Sou do tempo do bonde. Venho de uma família de classe média que um dia empobreceu. Meu pai era engenheiro e professor de matemática, talvez daí a minha aversão aos números. Minha mãe dedicou a vida ao serviço público, talvez daí o meu desprezo pela gravata, gentilezas e bajulações. Por muito pouco não me tranquei num mosteiro beneditino. Felizmente conheci mulher a tempo.
Nunca fui talento precoce. A preguiça sempre falou mais alto. Na verdade, eu queria mesmo ser jogador de futebol, mas faltou habilidade. Aos 17 anos, entrei para a militância política. Era preciso gritar contra a ditadura que sujava de sangue o chão do Brasil. Eu não entendia nada de política, como não entendo até hoje, mas sabia que era preciso gritar. E gritei. E acabei preso algumas vezes.
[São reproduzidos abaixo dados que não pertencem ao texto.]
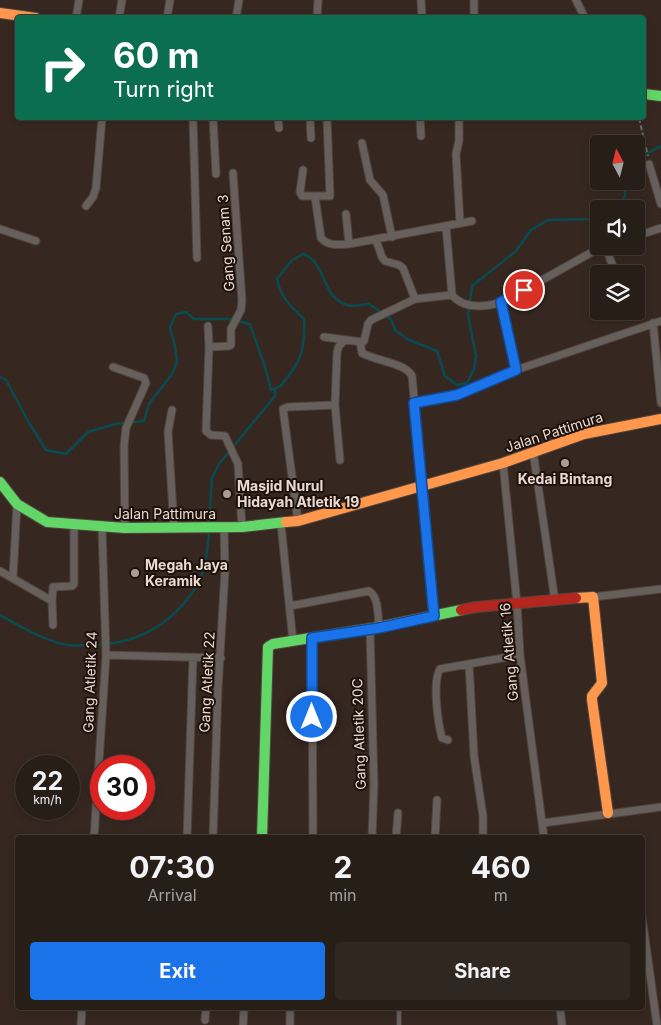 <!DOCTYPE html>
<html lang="en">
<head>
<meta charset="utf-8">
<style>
  body { margin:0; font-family:Inter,sans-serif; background:#302721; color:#f1f3f6; height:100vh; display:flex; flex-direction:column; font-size:19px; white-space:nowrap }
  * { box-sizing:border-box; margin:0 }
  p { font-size:16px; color:#a5a2a2 }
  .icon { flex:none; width:28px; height:28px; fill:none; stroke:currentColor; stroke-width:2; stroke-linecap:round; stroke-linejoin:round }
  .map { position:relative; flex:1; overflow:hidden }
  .panel { position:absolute; left:15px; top:835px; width:630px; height:175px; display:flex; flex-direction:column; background:#281e18; border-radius:5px; box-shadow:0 2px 8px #0003,0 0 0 1px #443c37 }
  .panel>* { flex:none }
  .hud { position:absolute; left:15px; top:15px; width:631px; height:105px; border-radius:5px; box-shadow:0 2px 8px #0003,0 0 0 1px #443c37; background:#0b6e4f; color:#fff; overflow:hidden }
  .needle { width:32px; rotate:353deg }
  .fabs { position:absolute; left:590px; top:135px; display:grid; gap:10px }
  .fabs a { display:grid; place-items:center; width:55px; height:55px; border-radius:5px; background:#281e18; box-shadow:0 2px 8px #0003,0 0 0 1px #443c37; font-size:25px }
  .speed { position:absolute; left:15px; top:755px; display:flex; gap:10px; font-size:25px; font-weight:700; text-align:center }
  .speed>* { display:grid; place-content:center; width:65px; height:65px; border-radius:50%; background:#281e18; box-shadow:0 2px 8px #0003,0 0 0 1px #443c37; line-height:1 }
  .speed small { font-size:12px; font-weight:400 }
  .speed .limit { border:8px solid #d22; background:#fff; color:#111 }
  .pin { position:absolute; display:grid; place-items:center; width:42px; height:42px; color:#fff; margin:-21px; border:2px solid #fff; border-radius:50%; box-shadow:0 1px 5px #0007 }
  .me { position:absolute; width:55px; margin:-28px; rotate:0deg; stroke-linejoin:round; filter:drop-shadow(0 0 4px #0008) }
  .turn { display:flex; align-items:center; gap:18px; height:105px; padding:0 15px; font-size:22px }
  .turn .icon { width:65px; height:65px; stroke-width:2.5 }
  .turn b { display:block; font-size:35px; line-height:42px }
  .eta { display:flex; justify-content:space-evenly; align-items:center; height:85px; text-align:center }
  .eta b { font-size:30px; font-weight:700; line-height:35px }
  .cta { display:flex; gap:10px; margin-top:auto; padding:10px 15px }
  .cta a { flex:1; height:58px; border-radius:5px; background:#1a73e8; color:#fff; font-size:20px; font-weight:700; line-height:58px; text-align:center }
  .cta a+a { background:#302721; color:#f1f3f6 }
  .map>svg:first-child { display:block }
</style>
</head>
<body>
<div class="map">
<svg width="661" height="1025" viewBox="0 0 661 1025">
  <rect width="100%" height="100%" fill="#362820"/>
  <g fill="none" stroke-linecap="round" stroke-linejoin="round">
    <!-- stream -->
    <path stroke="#084b51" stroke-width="2.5" d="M636,159l25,-13
      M618,209l2,-1 5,-13 -1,-14
      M0,377l6,3 22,41 18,29 20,4 22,-22 27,-8 29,-3 5,-17 23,-30 5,-12 -2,-16 -5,-18 6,-14 10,-2 8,7h34l22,5 15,43 6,23c8,-2 10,-4 15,-11 17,-20 19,-35 18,-60 -14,-13 -23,-21 -27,-40l14,-18 12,-7c26,9 17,49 50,52 5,0 11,-2 16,-2l22,15 4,11 12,9 30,12 8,25 12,9 10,-2 7,-14 2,-13 -8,-41 4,-29 44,-35 15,-21 17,-10 46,-1 5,-2
      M209,525l3,-47 7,-14 56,-68v-7
      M0,615c21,12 43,25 67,30 7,1 15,0 23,0 43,0 79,-18 104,-55 11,-16 14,-40 15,-59"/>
    <!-- lane casing -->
    <g stroke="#51453e" stroke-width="5.5">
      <path id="lane" d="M399,1008v17"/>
    </g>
    <!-- street casing -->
    <g stroke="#51453e" stroke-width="9">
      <path id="street" d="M421,0l1,18
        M576,0l9,18
        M76,18l3,-18
        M119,18l3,-18
        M167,18l3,-18
        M236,18l3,-18
        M317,18l1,-18
        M474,18v-18
        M193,118l4,140
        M213,118l3,56
        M278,118l1,10
        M310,118l1,20
        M420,118l1,18
        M459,118v23l-3,13 4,69
        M362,143l8,37 13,15 9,42
        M649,164l12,40
        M303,170l-3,22 2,4h28l-3,-78
        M315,197l6,41c7,8 17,7 28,6
        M86,206l7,-9 3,-9 6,-70
        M346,214l3,30 123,-23
        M446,226l6,69c13,16 40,12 56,4l95,-53
        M0,229l36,12
        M636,236l25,-8
        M376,240l6,17 3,4 14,4 4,3 12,31 37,-4
        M605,246l11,28
        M501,302l15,68
        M653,323l8,80
        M208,326l1,21 -3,84 5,4 14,1 13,28 4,63
        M324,337l38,5 2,-1 4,-17 3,-4 44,-21
        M360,342l2,11c14,8 44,10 50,23l22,239
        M209,347l20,-1 2,-1v-16l10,-19 1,-9 -9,-128
        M113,367l31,11 2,5 -20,45 -2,18 1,82
        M414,403l43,-8 59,-25 145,-49
        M335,405l5,55
        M172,410l-4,22 6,96
        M533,451l22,150
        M503,463l14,141 3,51 24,183
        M298,521l-15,-112 5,-2 47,-2 2,-53 2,-6 6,-6
        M281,524l12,118
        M0,571l52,30 1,24
        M13,577l4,-73
        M593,597l68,-8
        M52,601l1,-14 19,-1 2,-2v-59
        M290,606l79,-15c10,6 9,26 10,36
        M370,629l4,156 -2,53
        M312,639l1,199
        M106,655l115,3
        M469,664l5,92 9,60v22
        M448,740l-6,-2c-4,-15 -10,-56 -2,-69l80,-14
        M543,823l118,-16
        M94,838l12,-183 -4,-128
        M187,838l6,-180
        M213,838l5,-150 7,-117 -1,-43
        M396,838l2,-25
        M435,838l2,-38
        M642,917l15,108
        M290,1008v17
        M560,1008l2,17
        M205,1020l1,-12
        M81,1025l1,-17
        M243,1025l1,-17"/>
    </g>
    <!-- fast casing -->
    <g stroke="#51453e" stroke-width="12">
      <path id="fast" d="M644,94l17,2
        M0,482l17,22 30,18 78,6 117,-1 44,-5
        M262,838l6,-191 5,-3 106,-17 82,-17"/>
    </g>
    <!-- slow casing -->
    <g stroke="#51453e" stroke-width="12">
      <path id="slow" d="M0,13l36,5
        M286,522l12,-1 205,-58 81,-29 77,-15
        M576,598l17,-1 9,86 -10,13v4l16,113"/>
    </g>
    <!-- jam casing -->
    <g stroke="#51453e" stroke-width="12">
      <path id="jam" d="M461,610l15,-3 100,-9"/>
    </g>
    <!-- path -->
    <path stroke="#6f6864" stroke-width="2" stroke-dasharray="5 2.5" stroke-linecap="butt" d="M639,118l9,38"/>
    <!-- lane -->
    <use href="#lane" stroke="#675f5c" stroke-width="4"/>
    <!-- street -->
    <use href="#street" stroke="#675f5c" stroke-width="7"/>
    <!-- fast -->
    <use href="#fast" stroke="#63d668" stroke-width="10"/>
    <!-- slow -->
    <use href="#slow" stroke="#ff974d" stroke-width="10"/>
    <!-- jam -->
    <use href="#jam" stroke="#b3261e" stroke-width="10"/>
  </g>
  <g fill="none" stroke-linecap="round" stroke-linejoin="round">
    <!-- route casing -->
    <g stroke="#114b97" stroke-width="12">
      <path id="route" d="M312,717v-79l67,-10 55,-12 -20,-213 43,-8 59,-25 -15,-68 23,-12"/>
    </g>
    <!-- route -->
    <use href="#route" stroke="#1a73e8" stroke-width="9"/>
  </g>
  <!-- markers -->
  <g fill="#ac9c94" stroke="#1d110c" stroke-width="2">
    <circle cx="565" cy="463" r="5"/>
    <circle cx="227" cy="494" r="5"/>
    <circle cx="135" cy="573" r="5"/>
  </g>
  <g text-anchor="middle" stroke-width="4" stroke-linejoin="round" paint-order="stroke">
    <!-- street labels -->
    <g font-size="14" fill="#ecdad2" stroke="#1d110c">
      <text transform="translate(226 243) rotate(-94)" y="5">Gang Senam 3</text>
      <text transform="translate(554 432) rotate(-18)" y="5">Jalan Pattimura</text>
      <text x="165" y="519">Jalan Pattimura</text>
      <text transform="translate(509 652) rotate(-95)" y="5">Gang Atletik 16</text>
      <text transform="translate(90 682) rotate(-88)" y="5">Gang Atletik 24</text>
      <text transform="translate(207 682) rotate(-87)" y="5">Gang Atletik 22</text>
      <text transform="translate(359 734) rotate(-92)" y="5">Gang Atletik 20C</text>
    </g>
    <!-- poi labels -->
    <g font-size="14" font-weight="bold" fill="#ecdad2" stroke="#1d110c" text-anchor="start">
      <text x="565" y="484" text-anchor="middle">Kedai Bintang</text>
      <text x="237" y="491">Masjid Nurul<tspan x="237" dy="16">Hidayah Atletik 19</tspan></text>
      <text x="145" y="570">Megah Jaya<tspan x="145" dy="16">Keramik</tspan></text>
    </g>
  </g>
</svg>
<div class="fabs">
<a><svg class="needle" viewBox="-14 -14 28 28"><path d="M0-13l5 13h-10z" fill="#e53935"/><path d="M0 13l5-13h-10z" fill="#a5a2a2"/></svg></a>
<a><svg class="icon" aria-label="sound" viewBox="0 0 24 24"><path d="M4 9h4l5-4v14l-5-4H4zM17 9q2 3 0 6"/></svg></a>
<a><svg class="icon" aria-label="layers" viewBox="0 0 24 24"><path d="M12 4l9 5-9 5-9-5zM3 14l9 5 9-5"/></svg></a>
</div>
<div class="speed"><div>22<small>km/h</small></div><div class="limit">30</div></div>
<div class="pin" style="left:524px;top:290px;background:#d93025"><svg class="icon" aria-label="arrive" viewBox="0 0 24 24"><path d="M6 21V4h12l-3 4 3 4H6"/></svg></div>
<svg class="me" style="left:312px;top:717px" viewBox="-20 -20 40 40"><circle r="17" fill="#1a73e8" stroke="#fff" stroke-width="3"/><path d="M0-11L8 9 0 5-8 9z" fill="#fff"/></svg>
<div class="hud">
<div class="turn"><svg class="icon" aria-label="right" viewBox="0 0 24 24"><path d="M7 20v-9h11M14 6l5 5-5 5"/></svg><div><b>60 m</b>Turn right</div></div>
</div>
<section class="panel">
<div class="eta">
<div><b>07:30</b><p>Arrival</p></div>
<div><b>2</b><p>min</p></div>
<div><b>460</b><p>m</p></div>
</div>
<div class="cta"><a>Exit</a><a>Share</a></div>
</section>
</div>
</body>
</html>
Aos 19 anos, por absoluta falta de vocação ou vontade para qualquer coisa, ingressei no jornalismo. Passei por diversas redações de jornais e revistas. Fui da reportagem policial à crítica literária. Escrevi um programa de TV. Cheguei a me prostituir, trabalhando em assessorias de imprensa de dois governos estaduais. Nunca fui obrigado a mentir tanto.
Na poesia, nunca me filiei a nenhuma escola ou grupo literários. Mas sempre tive certa simpatia pelos marginais de 1970: Ana Cristina César, Torquato Neto, Cacaso, Wally Salomão, Paulo Leminski e outros. Esses poetas que citei, por trágica coincidência, morreram cedo demais.
Adoro bares de quinta categoria, onde posso falar de futebol entre goles de bebidas ordinárias e porções de lingüiças e torresmos gordurosos, que castigam o fígado mas fazem o bem danado ao espírito. Não suporto rodas de intelectuais. Sou um socialista que, de vez em quando, acredita em Deus. Tenho profunda admiração pelos santos Francisco de Assis, o pai dos hippies, e Teresa de Ávila, mulher corajosa, um dos maiores nomes da literatura universal.
Gosto muito do que escrevo, do contrário não seria idiota em publicar. A modéstia é a hipocrisia vestida de marinheiro. Dizem que sou irreverente. Não acho. Meu negócio mesmo é sair pela madrugada me procurando. Sempre me procurando. E é aí que o perigo mora. De repente, eu me encontro e desisto de tudo. Melhor deixar como está.